Task instructions:
The answer must be a single number: the count of lines below that contain the string "tiles".

Dataset entries
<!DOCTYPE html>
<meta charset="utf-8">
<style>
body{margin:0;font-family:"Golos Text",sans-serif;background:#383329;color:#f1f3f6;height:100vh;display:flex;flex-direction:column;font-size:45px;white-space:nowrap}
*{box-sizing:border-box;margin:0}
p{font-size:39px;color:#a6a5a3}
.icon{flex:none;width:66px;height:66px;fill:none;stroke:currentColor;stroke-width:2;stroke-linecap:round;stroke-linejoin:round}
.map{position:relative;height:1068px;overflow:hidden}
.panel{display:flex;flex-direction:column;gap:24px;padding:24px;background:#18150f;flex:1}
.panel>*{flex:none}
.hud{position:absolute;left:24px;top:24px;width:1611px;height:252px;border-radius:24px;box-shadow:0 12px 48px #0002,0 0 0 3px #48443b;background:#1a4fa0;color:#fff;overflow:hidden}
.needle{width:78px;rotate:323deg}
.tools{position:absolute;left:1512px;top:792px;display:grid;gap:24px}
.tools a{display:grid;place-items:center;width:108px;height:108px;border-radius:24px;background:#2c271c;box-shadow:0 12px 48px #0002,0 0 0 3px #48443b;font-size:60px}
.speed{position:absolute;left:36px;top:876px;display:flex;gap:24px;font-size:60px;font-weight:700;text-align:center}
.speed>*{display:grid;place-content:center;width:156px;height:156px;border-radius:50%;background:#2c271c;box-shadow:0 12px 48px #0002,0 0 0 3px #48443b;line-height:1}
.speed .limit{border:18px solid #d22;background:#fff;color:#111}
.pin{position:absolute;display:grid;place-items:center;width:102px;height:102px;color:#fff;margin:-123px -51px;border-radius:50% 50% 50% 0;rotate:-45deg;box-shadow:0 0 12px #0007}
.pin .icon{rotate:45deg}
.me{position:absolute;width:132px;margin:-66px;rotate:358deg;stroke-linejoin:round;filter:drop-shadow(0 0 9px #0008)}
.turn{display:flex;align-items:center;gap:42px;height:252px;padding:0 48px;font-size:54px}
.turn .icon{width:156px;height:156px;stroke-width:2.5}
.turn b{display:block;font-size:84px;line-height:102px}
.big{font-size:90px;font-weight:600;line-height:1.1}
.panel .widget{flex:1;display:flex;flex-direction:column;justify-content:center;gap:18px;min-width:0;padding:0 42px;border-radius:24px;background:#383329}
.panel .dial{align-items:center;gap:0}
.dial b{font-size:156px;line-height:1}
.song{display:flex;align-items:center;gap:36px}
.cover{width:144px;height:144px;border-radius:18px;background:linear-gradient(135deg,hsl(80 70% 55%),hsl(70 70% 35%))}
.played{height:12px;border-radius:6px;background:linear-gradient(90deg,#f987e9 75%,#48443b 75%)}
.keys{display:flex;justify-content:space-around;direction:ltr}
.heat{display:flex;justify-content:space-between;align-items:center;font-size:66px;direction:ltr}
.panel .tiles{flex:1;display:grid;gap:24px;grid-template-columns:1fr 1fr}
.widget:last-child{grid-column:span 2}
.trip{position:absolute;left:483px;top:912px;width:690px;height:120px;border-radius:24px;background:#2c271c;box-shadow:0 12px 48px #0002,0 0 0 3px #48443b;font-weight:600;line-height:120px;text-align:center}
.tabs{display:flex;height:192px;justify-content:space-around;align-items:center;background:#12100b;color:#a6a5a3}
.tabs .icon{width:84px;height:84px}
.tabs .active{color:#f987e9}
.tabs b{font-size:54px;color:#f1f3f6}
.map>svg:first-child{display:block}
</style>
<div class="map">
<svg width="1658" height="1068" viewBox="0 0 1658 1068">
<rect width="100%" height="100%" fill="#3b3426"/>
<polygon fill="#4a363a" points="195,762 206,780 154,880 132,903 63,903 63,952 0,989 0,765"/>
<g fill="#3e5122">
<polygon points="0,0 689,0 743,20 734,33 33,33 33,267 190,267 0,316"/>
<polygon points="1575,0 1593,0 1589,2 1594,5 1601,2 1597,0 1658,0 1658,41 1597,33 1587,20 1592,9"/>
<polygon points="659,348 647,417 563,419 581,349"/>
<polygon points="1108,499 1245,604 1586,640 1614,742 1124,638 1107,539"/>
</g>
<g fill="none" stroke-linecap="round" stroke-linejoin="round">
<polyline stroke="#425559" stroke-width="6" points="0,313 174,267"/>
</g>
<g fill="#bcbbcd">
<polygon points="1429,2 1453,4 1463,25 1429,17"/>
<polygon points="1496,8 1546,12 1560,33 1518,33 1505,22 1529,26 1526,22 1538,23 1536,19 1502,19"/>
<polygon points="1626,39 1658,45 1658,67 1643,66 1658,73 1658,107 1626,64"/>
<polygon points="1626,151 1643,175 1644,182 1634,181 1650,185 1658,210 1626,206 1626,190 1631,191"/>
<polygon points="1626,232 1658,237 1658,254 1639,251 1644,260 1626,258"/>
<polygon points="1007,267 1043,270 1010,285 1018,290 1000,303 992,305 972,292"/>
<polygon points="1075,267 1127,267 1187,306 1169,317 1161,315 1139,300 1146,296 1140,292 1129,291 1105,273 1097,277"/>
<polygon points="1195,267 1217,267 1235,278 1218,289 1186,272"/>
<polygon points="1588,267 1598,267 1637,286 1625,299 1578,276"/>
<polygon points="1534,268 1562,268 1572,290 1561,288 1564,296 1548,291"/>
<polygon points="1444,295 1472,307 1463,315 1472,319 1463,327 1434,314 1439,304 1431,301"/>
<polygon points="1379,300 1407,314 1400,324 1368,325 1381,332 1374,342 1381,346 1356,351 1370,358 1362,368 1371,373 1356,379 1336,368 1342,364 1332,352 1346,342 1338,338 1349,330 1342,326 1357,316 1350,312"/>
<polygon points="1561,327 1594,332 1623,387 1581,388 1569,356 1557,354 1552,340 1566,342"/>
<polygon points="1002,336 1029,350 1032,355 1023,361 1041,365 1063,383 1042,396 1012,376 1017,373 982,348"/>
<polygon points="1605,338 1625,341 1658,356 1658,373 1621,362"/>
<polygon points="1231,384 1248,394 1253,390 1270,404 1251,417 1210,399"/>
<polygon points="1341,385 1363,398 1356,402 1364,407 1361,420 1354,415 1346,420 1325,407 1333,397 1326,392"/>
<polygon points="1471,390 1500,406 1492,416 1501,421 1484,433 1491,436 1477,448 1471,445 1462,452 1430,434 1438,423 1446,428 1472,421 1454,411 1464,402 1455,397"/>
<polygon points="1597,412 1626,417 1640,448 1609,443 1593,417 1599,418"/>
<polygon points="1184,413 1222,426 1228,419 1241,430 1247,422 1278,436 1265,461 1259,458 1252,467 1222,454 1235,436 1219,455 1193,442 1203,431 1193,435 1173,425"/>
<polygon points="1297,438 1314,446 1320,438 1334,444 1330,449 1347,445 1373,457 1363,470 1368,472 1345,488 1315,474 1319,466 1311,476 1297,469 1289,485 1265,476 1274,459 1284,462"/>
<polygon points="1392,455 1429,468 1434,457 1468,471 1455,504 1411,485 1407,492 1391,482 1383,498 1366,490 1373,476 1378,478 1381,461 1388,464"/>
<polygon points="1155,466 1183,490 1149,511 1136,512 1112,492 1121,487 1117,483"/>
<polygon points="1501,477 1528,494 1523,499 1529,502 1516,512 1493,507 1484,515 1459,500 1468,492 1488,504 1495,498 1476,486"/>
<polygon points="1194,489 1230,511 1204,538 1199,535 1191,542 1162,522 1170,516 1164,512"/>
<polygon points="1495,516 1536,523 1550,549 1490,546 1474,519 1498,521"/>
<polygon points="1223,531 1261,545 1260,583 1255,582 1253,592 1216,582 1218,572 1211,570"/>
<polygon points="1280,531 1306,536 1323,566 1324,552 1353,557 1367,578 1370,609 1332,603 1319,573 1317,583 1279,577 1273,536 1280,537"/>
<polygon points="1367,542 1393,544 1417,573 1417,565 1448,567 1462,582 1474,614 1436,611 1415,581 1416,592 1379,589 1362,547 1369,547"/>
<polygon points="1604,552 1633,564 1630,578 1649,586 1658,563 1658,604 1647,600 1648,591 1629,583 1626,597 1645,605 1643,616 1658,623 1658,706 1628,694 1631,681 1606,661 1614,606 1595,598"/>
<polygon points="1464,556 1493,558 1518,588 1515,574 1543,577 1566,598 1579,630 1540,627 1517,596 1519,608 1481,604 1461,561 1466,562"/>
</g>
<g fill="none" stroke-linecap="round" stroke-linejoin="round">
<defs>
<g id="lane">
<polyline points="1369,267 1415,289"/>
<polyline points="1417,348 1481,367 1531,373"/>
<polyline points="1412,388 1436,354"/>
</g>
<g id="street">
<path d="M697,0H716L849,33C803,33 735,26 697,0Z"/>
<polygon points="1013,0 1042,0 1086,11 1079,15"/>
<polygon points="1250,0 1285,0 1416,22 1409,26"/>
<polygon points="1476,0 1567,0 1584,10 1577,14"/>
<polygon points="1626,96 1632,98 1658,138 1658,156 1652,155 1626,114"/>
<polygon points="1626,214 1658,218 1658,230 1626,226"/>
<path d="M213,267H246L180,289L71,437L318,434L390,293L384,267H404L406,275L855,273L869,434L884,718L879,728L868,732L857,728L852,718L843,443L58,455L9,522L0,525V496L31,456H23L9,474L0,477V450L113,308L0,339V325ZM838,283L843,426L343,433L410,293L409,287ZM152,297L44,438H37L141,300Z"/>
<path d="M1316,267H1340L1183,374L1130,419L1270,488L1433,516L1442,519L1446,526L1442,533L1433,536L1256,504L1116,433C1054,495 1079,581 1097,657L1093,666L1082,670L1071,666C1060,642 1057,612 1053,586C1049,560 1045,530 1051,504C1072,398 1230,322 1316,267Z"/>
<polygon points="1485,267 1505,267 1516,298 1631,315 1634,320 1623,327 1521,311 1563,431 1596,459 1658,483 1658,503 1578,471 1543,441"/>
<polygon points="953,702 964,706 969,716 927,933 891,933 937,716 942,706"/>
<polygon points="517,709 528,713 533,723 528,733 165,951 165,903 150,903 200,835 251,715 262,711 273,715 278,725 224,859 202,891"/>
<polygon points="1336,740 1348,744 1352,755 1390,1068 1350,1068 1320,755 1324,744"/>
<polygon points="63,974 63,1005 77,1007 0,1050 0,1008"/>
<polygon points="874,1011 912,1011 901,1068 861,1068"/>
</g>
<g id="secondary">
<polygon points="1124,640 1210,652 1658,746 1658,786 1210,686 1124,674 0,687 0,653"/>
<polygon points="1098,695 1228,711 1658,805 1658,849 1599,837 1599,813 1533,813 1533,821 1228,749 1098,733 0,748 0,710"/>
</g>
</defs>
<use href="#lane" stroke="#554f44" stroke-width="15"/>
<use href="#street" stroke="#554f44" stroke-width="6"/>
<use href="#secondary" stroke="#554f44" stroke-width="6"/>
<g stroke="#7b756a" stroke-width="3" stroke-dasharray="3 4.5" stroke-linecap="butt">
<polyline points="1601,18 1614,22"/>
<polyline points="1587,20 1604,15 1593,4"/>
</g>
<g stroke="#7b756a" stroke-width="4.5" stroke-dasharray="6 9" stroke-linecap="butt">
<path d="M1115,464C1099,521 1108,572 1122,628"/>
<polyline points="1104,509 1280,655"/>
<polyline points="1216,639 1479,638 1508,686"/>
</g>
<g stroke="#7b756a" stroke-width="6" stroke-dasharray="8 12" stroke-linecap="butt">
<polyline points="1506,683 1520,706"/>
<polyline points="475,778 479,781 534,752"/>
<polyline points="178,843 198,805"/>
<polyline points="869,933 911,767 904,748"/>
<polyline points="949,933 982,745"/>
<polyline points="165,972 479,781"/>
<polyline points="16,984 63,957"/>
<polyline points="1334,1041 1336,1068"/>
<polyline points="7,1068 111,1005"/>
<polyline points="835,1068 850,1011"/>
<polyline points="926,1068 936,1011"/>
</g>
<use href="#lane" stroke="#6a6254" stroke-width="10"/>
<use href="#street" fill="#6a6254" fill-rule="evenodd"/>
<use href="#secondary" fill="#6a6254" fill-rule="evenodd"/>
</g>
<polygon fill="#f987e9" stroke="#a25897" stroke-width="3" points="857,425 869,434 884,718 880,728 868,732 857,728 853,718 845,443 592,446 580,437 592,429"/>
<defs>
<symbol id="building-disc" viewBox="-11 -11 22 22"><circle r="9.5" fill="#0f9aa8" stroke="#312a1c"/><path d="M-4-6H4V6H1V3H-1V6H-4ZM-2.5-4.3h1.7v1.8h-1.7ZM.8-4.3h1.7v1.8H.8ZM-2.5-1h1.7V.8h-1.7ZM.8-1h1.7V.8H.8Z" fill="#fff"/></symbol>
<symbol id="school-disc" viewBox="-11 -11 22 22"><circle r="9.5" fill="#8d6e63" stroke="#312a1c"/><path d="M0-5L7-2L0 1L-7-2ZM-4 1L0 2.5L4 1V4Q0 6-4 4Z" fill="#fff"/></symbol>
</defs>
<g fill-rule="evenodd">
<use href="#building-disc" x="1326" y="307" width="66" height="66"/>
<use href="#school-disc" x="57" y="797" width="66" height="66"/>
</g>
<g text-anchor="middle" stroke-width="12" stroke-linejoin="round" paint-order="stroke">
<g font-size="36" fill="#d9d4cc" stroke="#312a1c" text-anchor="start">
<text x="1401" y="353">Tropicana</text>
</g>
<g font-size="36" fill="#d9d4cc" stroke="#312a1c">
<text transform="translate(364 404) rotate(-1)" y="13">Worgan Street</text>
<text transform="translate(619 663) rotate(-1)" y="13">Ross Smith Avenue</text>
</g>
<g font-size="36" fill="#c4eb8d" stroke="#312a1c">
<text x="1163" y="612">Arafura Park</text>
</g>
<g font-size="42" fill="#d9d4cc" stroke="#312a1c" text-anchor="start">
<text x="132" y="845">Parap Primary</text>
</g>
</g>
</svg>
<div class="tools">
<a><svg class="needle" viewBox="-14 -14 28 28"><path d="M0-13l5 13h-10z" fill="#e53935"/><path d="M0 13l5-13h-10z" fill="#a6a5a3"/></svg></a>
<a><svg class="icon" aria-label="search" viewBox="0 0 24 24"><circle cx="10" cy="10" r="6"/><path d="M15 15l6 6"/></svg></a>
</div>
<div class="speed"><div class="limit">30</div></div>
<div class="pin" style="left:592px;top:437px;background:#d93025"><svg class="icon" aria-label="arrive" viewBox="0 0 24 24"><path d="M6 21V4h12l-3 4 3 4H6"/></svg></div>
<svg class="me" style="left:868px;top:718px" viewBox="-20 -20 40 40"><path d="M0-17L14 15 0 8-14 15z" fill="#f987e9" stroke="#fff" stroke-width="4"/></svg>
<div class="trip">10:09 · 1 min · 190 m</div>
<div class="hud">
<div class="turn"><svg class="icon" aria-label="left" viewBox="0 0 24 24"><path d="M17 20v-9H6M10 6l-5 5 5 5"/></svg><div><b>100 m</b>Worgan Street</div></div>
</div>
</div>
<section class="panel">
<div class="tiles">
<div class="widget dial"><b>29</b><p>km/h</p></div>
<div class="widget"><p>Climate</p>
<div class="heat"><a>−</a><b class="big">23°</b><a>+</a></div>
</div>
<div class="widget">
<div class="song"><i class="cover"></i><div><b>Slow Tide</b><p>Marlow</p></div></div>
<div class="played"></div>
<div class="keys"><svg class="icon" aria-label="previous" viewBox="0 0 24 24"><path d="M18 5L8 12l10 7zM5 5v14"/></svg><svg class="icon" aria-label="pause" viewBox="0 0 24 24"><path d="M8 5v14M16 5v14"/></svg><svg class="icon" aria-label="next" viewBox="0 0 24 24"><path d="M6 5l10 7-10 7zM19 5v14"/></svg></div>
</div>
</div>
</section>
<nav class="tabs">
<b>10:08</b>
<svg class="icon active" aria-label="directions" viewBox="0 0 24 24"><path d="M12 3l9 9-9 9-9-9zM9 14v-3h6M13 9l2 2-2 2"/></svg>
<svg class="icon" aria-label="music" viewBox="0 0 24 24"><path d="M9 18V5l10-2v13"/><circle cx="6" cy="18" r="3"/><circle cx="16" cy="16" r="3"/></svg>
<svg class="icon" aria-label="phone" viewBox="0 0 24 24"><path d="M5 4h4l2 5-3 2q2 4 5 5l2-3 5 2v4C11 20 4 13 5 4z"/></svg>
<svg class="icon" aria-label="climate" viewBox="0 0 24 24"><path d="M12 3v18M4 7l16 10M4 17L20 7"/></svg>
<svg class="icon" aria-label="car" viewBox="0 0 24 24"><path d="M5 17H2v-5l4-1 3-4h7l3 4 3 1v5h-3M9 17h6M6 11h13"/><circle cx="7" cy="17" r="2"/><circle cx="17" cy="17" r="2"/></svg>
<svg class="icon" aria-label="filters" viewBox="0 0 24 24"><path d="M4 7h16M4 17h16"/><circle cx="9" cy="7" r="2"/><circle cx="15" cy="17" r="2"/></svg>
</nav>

Task solution:
2